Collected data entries

'''

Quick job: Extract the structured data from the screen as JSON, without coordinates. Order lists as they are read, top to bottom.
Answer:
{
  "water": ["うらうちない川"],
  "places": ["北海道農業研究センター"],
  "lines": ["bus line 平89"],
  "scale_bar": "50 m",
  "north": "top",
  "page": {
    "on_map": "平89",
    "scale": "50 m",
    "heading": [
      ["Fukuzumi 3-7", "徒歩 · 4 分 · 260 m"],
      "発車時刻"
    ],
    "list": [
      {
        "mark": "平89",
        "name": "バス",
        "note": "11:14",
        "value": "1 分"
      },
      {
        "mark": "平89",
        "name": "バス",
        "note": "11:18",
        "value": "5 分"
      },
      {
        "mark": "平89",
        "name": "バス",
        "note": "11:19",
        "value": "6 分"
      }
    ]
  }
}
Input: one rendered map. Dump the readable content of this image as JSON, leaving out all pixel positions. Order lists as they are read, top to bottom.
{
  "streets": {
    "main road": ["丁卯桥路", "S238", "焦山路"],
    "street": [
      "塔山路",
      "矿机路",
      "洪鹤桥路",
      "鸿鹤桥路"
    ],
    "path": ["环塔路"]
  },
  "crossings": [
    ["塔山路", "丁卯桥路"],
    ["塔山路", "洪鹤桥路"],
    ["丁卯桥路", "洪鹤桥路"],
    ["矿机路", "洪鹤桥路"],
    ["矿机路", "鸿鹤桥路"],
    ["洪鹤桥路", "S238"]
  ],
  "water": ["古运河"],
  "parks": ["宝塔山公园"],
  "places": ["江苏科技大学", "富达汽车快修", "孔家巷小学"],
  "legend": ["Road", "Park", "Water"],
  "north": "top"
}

'''

- TASK: Starting at the first line and ending at the last, retype the entries above.

- TASK RESULT:
Quick job: Extract the structured data from the screen as JSON, without coordinates. Order lists as they are read, top to bottom.
Answer:
{
  "water": ["うらうちない川"],
  "places": ["北海道農業研究センター"],
  "lines": ["bus line 平89"],
  "scale_bar": "50 m",
  "north": "top",
  "page": {
    "on_map": "平89",
    "scale": "50 m",
    "heading": [
      ["Fukuzumi 3-7", "徒歩 · 4 分 · 260 m"],
      "発車時刻"
    ],
    "list": [
      {
        "mark": "平89",
        "name": "バス",
        "note": "11:14",
        "value": "1 分"
      },
      {
        "mark": "平89",
        "name": "バス",
        "note": "11:18",
        "value": "5 分"
      },
      {
        "mark": "平89",
        "name": "バス",
        "note": "11:19",
        "value": "6 分"
      }
    ]
  }
}
Input: one rendered map. Dump the readable content of this image as JSON, leaving out all pixel positions. Order lists as they are read, top to bottom.
{
  "streets": {
    "main road": ["丁卯桥路", "S238", "焦山路"],
    "street": [
      "塔山路",
      "矿机路",
      "洪鹤桥路",
      "鸿鹤桥路"
    ],
    "path": ["环塔路"]
  },
  "crossings": [
    ["塔山路", "丁卯桥路"],
    ["塔山路", "洪鹤桥路"],
    ["丁卯桥路", "洪鹤桥路"],
    ["矿机路", "洪鹤桥路"],
    ["矿机路", "鸿鹤桥路"],
    ["洪鹤桥路", "S238"]
  ],
  "water": ["古运河"],
  "parks": ["宝塔山公园"],
  "places": ["江苏科技大学", "富达汽车快修", "孔家巷小学"],
  "legend": ["Road", "Park", "Water"],
  "north": "top"
}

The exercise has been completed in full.